= The Girls of FHM =

British novelty pop act

The Girls of FHM was a novelty pop act, manufactured by FHM magazine. They released two music videos: Rod Stewart's "Da Ya Think I'm Sexy?" (2004) and Divinyls's "I Touch Myself" (2007). Despite having singers as members, none of the girls sang and lead and backing vocals were provided by British singer Sue Quin. Profits were donated to Breakthrough Breast Cancer.

==Members==
===Vocals===
- Sue Quin

===Appearances of "Da Ya Think I'm Sexy?"===
- Naomi Campbell
- Hannah Spearritt from S Club 7
- Tina Barrett from S Club 7
- Liz McClarnon from Atomic Kitten
- Jessica Taylor from Liberty X
- Kelli Young from Liberty X
- Michelle Heaton from Liberty X
- Lisa Scott-Lee from Steps
- Myleene Klass from Hear'Say
- Jakki Degg
- Jodie Marsh
- Michelle Marsh

===Appearances of "I Touch Myself"===
- Lady Isabella Hervey
- Sophie Anderton
- Nikki Sanderson
- Samia Ghadie
- Nush

==Music videos==
The video is set in a bar at a fashion show, and was considered by the music industry to be a spoof of the fashion world. The video was filmed in Edgware, North London, and was directed by Phil Griffin.
The vocals were recorded at AATW studios in Blackburn.

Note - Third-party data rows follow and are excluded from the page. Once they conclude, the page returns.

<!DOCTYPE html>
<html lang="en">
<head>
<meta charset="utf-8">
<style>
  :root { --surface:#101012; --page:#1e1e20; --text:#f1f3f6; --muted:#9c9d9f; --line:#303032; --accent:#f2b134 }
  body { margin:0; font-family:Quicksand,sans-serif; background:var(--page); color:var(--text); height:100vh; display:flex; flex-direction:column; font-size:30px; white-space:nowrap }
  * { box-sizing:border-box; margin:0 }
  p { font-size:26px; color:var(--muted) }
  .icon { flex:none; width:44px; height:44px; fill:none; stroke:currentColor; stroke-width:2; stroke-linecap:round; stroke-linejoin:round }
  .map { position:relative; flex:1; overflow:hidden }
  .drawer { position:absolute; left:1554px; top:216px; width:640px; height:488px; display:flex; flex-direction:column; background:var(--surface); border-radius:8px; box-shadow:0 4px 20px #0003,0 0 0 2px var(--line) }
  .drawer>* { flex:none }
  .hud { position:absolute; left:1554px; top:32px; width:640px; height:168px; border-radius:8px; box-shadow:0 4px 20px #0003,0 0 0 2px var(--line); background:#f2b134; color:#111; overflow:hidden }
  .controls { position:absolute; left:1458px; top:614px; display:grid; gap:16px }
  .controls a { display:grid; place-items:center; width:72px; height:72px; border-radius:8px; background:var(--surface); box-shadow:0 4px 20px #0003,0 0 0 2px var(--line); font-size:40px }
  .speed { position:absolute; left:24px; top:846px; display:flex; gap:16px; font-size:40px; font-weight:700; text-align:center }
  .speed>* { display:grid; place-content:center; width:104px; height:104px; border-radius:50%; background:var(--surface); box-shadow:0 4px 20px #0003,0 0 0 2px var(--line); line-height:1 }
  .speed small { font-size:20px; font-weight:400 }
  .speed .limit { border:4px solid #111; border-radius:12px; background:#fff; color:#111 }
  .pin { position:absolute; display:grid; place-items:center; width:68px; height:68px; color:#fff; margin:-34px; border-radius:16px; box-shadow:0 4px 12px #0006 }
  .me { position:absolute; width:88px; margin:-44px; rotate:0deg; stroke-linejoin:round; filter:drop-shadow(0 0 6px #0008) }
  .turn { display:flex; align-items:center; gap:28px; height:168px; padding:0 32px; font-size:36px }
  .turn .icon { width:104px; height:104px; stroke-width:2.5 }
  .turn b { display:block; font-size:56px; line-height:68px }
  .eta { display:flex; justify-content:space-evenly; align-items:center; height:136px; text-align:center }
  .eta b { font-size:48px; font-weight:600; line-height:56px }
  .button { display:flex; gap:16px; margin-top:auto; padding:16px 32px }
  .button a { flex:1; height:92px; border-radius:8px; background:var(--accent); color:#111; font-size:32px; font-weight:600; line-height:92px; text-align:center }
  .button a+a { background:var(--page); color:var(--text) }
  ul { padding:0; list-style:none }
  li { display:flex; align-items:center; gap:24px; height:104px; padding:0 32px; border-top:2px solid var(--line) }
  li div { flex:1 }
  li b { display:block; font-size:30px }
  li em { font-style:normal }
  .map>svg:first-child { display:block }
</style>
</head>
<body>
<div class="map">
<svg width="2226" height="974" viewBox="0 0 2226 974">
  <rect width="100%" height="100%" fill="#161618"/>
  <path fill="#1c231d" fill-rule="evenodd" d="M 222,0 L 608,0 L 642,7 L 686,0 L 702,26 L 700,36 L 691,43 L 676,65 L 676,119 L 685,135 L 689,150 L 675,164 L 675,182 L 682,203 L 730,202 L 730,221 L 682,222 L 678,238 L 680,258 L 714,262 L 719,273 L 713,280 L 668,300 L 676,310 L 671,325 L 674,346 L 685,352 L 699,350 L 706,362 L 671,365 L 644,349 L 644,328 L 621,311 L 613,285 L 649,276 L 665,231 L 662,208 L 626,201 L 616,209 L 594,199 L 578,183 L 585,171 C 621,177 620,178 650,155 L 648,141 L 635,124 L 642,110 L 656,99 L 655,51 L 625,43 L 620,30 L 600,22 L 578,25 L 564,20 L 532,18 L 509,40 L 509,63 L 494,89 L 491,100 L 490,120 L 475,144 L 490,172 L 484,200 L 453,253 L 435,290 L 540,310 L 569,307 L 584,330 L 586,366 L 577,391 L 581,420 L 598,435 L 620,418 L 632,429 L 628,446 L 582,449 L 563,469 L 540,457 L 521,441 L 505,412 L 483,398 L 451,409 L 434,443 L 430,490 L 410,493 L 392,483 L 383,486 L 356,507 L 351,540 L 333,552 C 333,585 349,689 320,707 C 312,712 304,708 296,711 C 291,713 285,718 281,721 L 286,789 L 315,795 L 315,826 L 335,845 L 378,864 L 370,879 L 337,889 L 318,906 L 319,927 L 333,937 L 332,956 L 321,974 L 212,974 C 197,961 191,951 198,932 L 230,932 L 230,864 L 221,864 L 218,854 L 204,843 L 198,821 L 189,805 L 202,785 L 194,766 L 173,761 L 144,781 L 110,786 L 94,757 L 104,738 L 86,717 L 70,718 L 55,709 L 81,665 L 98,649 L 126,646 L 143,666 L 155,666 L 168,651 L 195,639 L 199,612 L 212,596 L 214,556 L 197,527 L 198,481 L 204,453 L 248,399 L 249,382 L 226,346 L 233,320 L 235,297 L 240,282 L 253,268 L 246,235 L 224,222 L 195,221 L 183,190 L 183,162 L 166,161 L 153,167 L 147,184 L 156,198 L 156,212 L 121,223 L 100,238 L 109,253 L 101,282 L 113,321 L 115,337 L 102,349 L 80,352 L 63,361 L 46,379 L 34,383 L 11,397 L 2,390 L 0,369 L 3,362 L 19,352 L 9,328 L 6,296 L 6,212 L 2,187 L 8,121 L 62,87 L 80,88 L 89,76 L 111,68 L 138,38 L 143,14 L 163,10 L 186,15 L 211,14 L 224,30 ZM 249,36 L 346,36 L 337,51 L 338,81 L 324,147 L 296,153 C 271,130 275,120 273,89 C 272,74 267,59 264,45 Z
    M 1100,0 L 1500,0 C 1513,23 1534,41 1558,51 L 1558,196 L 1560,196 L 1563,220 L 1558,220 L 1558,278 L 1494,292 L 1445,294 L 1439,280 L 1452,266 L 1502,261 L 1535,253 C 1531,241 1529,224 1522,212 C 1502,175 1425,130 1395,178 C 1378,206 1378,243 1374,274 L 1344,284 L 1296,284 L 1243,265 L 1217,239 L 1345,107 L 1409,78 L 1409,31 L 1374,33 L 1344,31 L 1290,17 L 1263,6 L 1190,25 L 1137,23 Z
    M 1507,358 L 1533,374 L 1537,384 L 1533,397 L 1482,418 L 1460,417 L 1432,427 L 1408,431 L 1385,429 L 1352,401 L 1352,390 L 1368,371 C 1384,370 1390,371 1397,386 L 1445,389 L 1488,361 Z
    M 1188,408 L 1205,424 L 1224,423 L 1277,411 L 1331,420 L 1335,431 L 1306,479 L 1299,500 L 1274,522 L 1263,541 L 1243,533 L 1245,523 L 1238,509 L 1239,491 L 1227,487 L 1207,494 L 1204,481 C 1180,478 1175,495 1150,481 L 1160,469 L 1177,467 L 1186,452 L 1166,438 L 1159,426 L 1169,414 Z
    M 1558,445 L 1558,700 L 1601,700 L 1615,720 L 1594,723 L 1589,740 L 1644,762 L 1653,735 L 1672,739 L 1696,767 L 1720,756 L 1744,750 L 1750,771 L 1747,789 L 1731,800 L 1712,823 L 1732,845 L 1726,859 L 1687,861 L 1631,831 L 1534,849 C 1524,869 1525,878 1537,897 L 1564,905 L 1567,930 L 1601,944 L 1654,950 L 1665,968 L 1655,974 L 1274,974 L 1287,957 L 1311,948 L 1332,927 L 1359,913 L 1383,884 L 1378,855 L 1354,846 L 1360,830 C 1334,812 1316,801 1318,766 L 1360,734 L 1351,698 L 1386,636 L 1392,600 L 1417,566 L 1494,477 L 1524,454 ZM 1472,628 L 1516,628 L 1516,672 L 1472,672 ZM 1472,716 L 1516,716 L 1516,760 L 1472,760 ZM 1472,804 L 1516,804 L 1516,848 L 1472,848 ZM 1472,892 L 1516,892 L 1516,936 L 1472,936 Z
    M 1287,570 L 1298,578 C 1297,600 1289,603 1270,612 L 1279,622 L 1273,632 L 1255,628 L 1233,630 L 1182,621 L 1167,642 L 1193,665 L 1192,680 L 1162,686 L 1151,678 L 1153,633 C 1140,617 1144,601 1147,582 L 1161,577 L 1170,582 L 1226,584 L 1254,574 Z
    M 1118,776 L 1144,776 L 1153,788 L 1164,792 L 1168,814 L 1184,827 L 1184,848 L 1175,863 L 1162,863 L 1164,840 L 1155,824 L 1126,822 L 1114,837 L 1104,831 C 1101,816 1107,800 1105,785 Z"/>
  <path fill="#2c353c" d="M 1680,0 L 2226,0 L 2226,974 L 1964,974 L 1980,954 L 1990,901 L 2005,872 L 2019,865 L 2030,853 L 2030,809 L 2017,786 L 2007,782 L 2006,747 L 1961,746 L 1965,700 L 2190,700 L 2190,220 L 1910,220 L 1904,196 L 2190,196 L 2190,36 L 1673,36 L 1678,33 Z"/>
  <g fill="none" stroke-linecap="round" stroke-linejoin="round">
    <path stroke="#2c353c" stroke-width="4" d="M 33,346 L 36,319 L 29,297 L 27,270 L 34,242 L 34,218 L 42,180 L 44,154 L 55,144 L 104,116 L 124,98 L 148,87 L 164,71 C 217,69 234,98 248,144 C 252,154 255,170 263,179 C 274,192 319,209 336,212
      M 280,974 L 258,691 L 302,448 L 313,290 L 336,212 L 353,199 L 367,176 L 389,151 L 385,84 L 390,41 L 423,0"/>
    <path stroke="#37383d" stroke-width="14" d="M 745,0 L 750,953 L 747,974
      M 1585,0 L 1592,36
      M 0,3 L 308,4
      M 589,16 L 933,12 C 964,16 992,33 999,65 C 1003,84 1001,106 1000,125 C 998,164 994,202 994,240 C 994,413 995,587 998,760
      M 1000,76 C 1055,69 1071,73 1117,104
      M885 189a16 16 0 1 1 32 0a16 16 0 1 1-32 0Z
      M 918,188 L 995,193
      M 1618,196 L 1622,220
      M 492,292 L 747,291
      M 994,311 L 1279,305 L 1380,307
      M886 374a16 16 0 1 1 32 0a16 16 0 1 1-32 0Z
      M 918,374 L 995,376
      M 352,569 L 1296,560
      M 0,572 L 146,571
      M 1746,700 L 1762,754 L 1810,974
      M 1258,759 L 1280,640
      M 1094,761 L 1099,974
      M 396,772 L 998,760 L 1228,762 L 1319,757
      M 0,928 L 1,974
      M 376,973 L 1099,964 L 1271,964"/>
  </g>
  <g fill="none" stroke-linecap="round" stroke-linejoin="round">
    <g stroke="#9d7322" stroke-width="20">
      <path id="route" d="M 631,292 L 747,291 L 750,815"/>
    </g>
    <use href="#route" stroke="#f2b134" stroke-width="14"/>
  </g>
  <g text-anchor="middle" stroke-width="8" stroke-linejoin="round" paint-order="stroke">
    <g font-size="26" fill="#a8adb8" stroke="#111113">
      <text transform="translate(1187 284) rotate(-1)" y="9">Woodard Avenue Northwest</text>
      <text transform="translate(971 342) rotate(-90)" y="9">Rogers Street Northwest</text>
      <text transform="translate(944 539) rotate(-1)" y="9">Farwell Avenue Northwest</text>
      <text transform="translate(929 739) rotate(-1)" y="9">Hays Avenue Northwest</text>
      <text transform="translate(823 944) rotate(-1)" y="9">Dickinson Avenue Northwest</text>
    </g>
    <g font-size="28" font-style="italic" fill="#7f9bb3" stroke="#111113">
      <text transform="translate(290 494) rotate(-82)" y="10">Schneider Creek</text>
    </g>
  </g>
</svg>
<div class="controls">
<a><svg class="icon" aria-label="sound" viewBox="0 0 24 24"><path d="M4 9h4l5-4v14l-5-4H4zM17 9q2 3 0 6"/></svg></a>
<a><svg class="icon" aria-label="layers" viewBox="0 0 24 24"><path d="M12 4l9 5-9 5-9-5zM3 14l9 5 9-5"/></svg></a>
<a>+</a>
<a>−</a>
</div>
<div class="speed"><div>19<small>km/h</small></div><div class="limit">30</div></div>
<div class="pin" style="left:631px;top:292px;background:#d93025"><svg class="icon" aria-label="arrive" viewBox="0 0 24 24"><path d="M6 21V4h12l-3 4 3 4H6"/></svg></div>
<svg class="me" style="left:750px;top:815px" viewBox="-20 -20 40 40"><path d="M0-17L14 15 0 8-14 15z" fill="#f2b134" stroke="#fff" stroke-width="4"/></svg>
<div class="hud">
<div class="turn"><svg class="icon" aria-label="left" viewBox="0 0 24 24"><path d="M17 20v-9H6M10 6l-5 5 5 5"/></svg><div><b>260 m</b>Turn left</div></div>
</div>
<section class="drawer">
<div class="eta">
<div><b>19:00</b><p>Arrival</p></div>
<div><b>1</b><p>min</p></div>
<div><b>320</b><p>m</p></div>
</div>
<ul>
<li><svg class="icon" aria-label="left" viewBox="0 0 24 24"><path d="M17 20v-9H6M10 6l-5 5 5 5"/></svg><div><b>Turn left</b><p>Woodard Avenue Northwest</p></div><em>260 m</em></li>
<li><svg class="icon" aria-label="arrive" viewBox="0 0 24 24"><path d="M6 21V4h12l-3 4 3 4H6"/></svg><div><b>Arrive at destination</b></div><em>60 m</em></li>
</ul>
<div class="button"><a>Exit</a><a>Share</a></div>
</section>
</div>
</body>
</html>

In 2007, a second video was released of a cover version of the Divinyls song "I Touch Myself".

==Discography==
===Singles===

List of singles, with selected chart positions
Title: Year; Peak chart positions; Album
UK: IRL; SCO
"Da Ya Think I'm Sexy?": 2004; 10; 25; 8; non-album song
"I Touch Myself": 2007; 34; —; —
"—" denotes releases that did not chart or were not released in that territory.